“Se non avessi premuto quel grilletto sarei morto”.
Così parla l’autore della “strage di Roma”, quella avvenuta lo scorso 3 maggio prima della finale di Coppa Italia, tra Napoli e Fiorentina.
Così parla l’uomo accusato dell’omicidio di Ciro Esposito e del ferimento di altri due tifosi napoletani, in una lunga intervista esclusiva rilasciata al settimanale Panorama, in edicola da domani, mercoledì 14 gennaio.
Così parla un uomo che continua a propinare l’alibi della legittima difesa, seppur ampiamente scardinato dalle ricostruzioni balistiche, dalle testimonianze delle persone presenti sul luogo degli scontri e soprattutto dal fatto che “Gastone” quel giorno era l’unico ad avere una pistola tra le mani. Così parla uno dei più convinti esponenti dell’estrema destra: fascismo, nazifascismo, antisemitismo, chiamatelo come vi pare, la sostanza non cambia, “Gastone” era uno di quelli che crede più nell’ideologia intrisa nelle svastiche che in Dio.
Quello stesso De Santis che figura come personaggio-chiave imbrigliato fino al collo nelle vicende di “Mafia-capitale” e che, probabilmente, anche stavolta, come è più volte accaduto in passato, conta di uscirne immacolato, grazie all’aiuto dei “potenti amici”.

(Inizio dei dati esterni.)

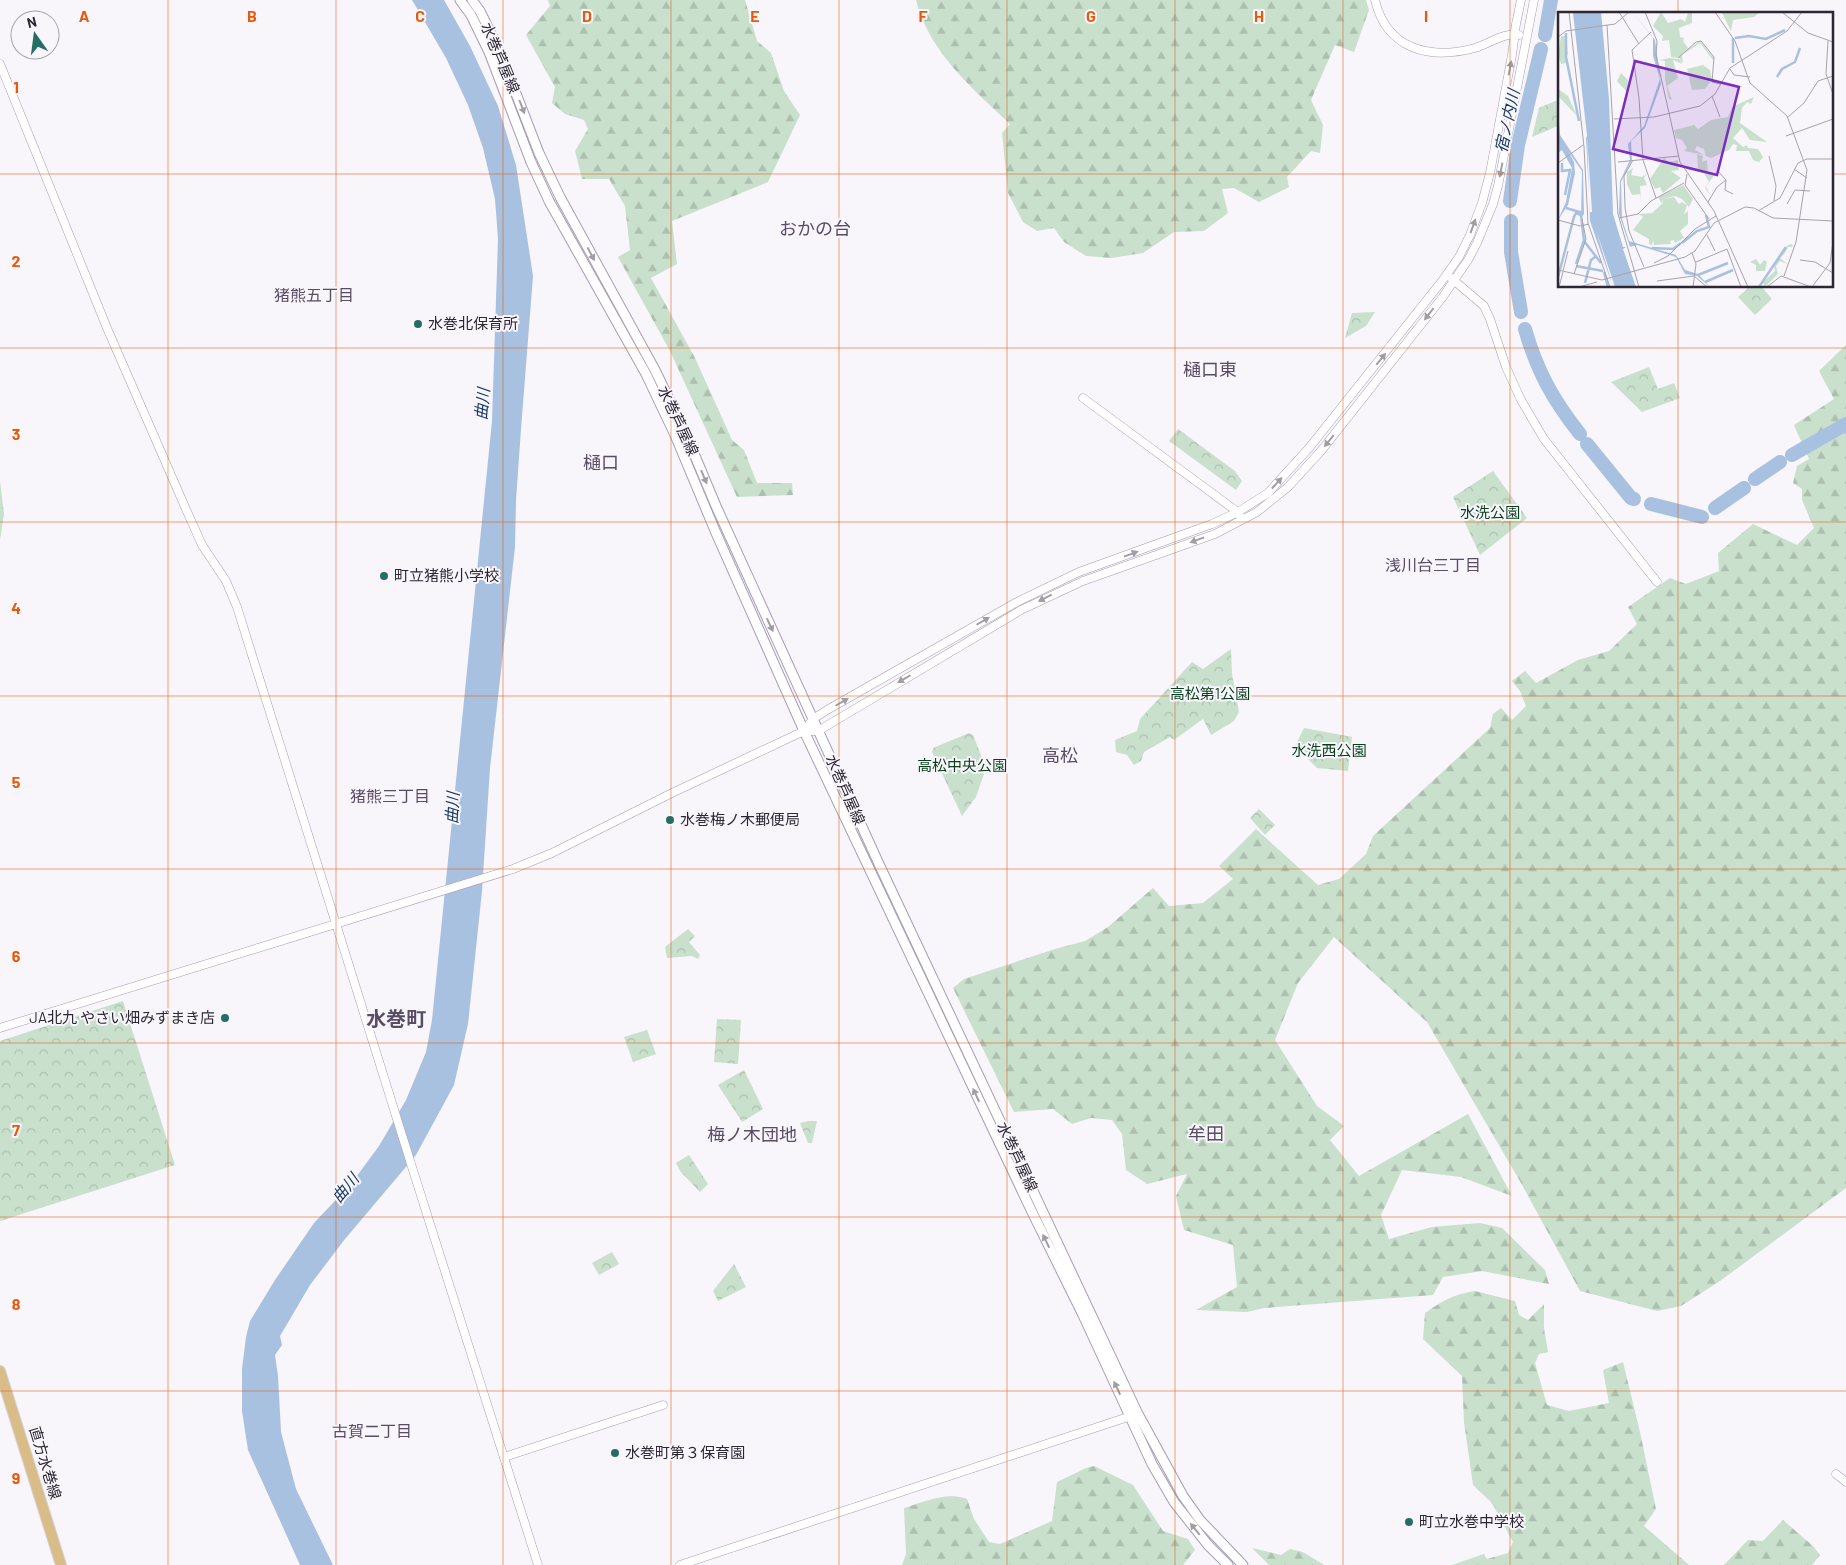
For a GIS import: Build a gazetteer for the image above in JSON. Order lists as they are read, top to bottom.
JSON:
{
  "streets": {
    "main road": ["水巻芦屋線", "直方水巻線"]
  },
  "districts": [
    "おかの台",
    "猪熊五丁目",
    "樋口東",
    "樋口",
    "浅川台三丁目",
    "高松",
    "猪熊三丁目",
    "水巻町",
    "牟田",
    "梅ノ木団地",
    "古賀二丁目"
  ],
  "water": ["宿ノ内川", "曲川"],
  "parks": [
    "水洗公園",
    "高松第1公園",
    "水洗西公園",
    "高松中央公園"
  ],
  "places": [
    "水巻北保育所",
    "町立猪熊小学校",
    "水巻梅ノ木郵便局",
    "JA北九 やさい畑みずまき店",
    "水巻町第３保育園",
    "町立水巻中学校"
  ],
  "north": "top",
  "grid": {
    "columns": [
      "A",
      "B",
      "C",
      "D",
      "E",
      "F",
      "G",
      "H",
      "I"
    ],
    "rows": [
      "1",
      "2",
      "3",
      "4",
      "5",
      "6",
      "7",
      "8",
      "9"
    ]
  }
}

Inoltre, De Santis aggiunge: “L’unica cosa che non avrei dovuto fare è stata raccogliere un fumogeno e rilanciarlo verso un pullman parcheggiato sul controviale che chiudeva completamente l’accesso. Improvvisamente sono spuntate almeno 30 persone. Se fosse andata come sostiene chi mi accusa, avrei dovuto sparare al primo che mi capitava, no?” L’ex ultrà romanista riferisce di essere fuggito e raggiunto da quelle persone; di avere preso “le prime bastonate e coltellate” e, mentre tentava di chiudere il cancello di accesso all’area dove abitava, “una gamba è rimasta sotto e si è staccata quasi completamente dal corpo. Ho arrancato per qualche metro e li ho avuti ancora addosso. Ero convinto di vivere gli ultimi momenti della vita. Se non avessi premuto quel grilletto sarei morto”.
“Penso sempre a quel giorno – prosegue – e questa è e rimane una tragedia per tutti. Per la famiglia di Ciro e anche per la mia. A volte mi domando: se per salvarmi la vita, oltre alle sofferenze fisiche, devo veder soffrire tanto, non era meglio che mi avessero ammazzato?”

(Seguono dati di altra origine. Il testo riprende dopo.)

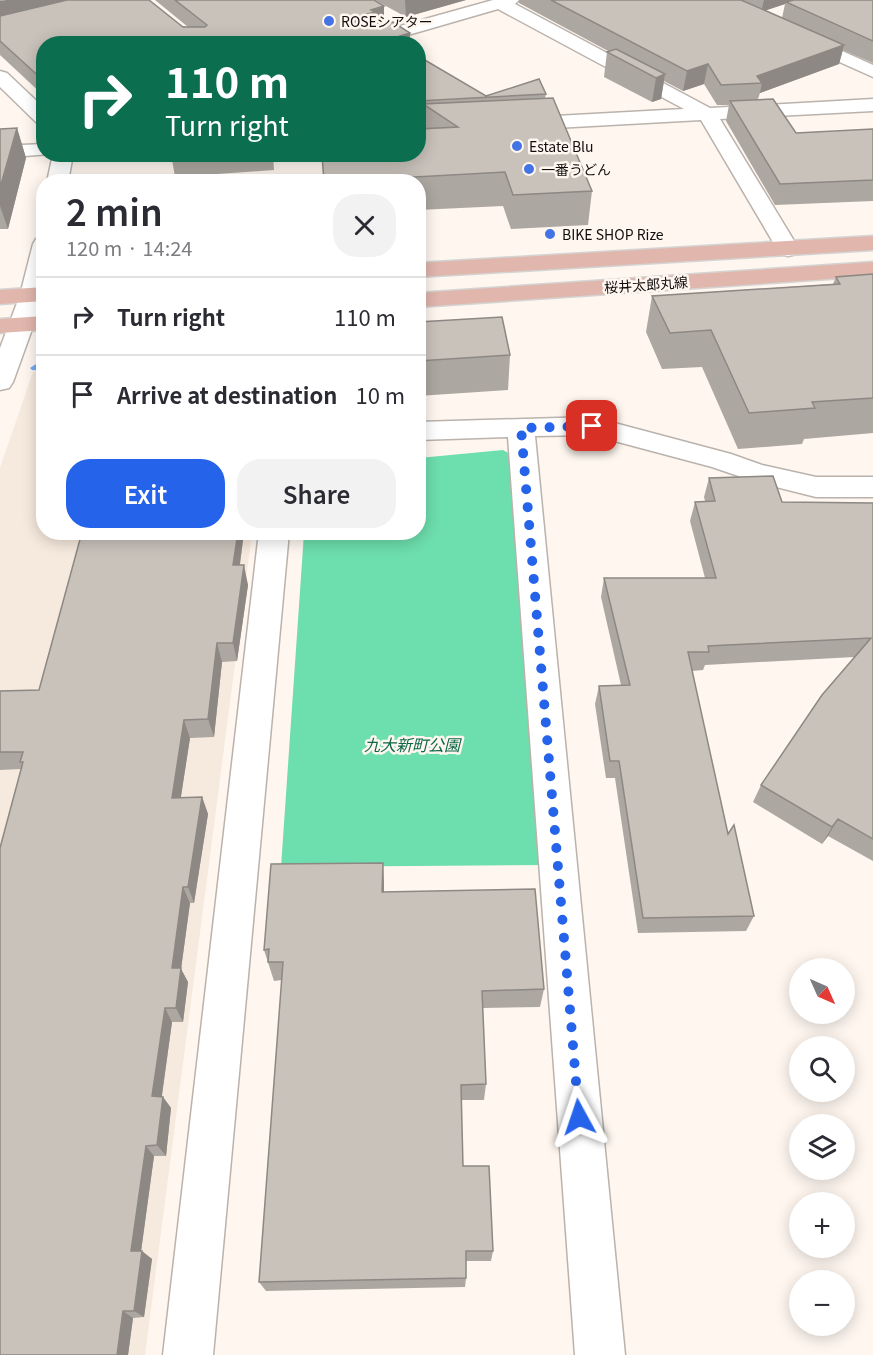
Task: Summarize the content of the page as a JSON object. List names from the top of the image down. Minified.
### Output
{"streets":{"main road":["桜井太郎丸線"]},"parks":["九大新町公園"],"places":["ROSEシアター","Estate Blu","一番うどん","BIKE SHOP Rize"],"north":"bottom right","page":{"turn":["110 m","Turn right"],"heading":["2 min","120 m · 14:24"],"list":[{"name":"Turn right","value":"110 m"},{"name":"Arrive at destination","value":"10 m"}],"buttons":["Exit","Share"],"map_buttons":["+","−"]}}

No, “signor” de Santis, si sbaglia di grosso: quel giorno non doveva morire nessuno.
Quel giorno doveva solo serenamente svolgersi un incontro sportivo.
E questo è quanto sarebbe accaduto se lei non avesse fatto irruzione lungo quella strada, come il provvedimento restrittivo che pendeva sul suo capo le imponeva, per giunta armato di pistola ed animato da un viscerale e cruento desiderio di vendetta, così come antecedentemente preannunciato da lei e dai suoi “compagni di setta” su quei forum dei quali eravate assidui frequentatori e che, come per magia, si sono dissolti nel nulla, negli attimi immediatamente successivi all’escalation raggiunta dalla sua follia omicida.
“Ci scapperà il morto”.
Questa “la profezia” che aleggiava sul web e nel cielo di Roma e che tragicamente si è avverata.
Se vuole debellare effettivamente il suo senso di colpa, tiri fuori il coraggio necessario per dare voce alla verità ed esterni le reali motivazioni alla base dell’agguato pianificato e portato a termine, da lei ed almeno altri quattro complici ai danni dei tifosi del Napoli.
Ora più che mai, al cospetto di ricostruzioni vaghe, poco attendibili e che oltraggiano la memoria di un tifoso come tanti che quel giorno è andato a Roma solo per assistere ad una partita di calcio, Napoli, i napoletani e quell’Italia che non inneggia al Vesuvio, ma che fortemente vuole credere che in questo Paese esista ancora un senso di giustizia e la capacità da parte della legge di conferirgli tangibile espressione, devono fondersi in un unico, forte, sentito ed inamovibile intento: “Verità e giustizia per Ciro Esposito.”